● **What you need to do**: Your answer consists of the lines in the data that contain "проезд". Copy each of them.

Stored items
*** Block opens ***
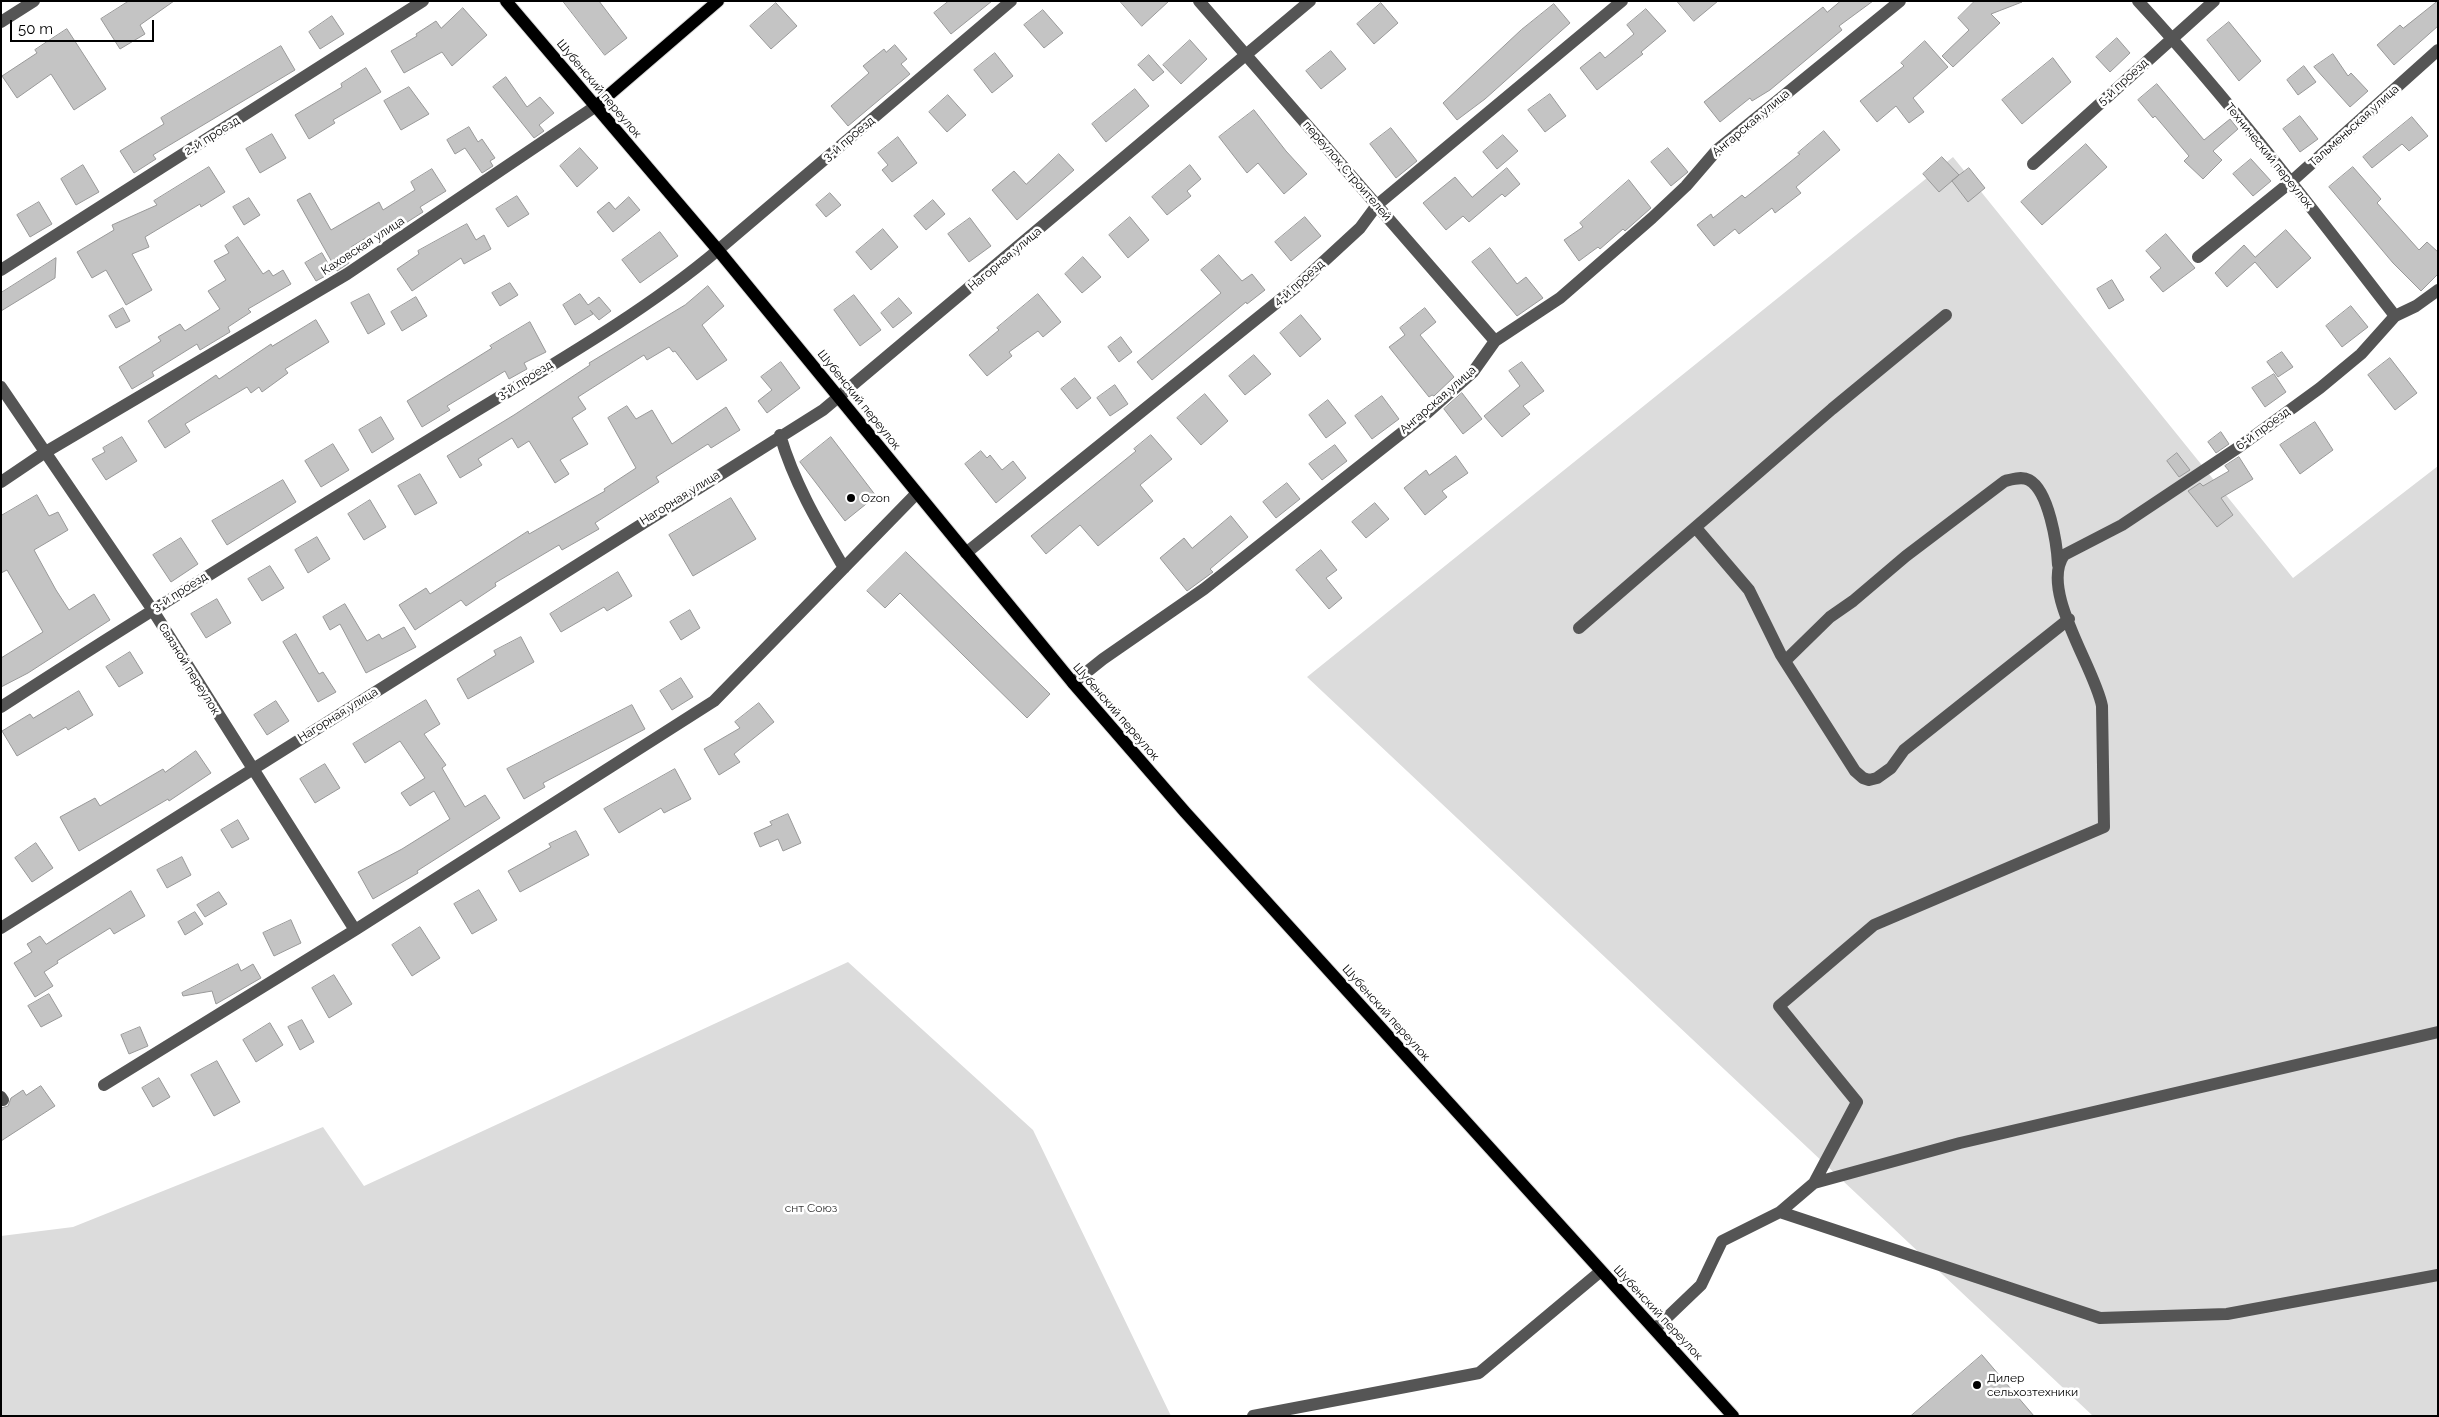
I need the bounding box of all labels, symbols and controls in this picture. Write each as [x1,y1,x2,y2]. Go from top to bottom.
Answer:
scale bar [12,10,156,42]
text: 50 m [18,20,53,38]
street label: Шубенский переулок [554,37,644,141]
street label: 5-й проезд [2095,56,2151,108]
street label: Тальменьская улица [2306,82,2402,170]
street label: Ангарская улица [1709,86,1793,160]
street label: Технический переулок [2222,100,2316,212]
street label: 2-й проезд [182,113,242,159]
street label: 3-й проезд [820,113,878,165]
street label: переулок Строителей [1300,118,1394,224]
street label: Каховская улица [319,214,407,278]
street label: Нагорная улица [965,224,1045,294]
street label: 4-й проезд [1271,257,1327,309]
street label: Шубенский переулок [814,347,904,453]
street label: 3-й проезд [495,357,555,403]
street label: Ангарская улица [1397,363,1479,437]
street label: 6-й проезд [2233,405,2293,453]
street label: Нагорная улица [637,468,723,528]
place label: Ozon [861,491,890,505]
marker: Ozon [845,492,857,504]
street label: 3-й проезд [150,569,210,615]
street label: Связной переулок [155,620,223,718]
street label: Шубенский переулок [1070,660,1162,764]
street label: Нагорная улица [295,685,381,745]
street label: Шубенский переулок [1339,962,1433,1064]
park label: снт Союз [785,1201,837,1215]
street label: Шубенский переулок [1610,1263,1706,1363]
place label: Дилер сельхозтехники [1987,1371,2078,1399]
marker: Дилер сельхозтехники [1971,1379,1983,1391]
*** Block closes ***
● **Response**:
street label: 5-й проезд [2095,56,2151,108]
street label: 2-й проезд [182,113,242,159]
street label: 3-й проезд [820,113,878,165]
street label: 4-й проезд [1271,257,1327,309]
street label: 3-й проезд [495,357,555,403]
street label: 6-й проезд [2233,405,2293,453]
street label: 3-й проезд [150,569,210,615]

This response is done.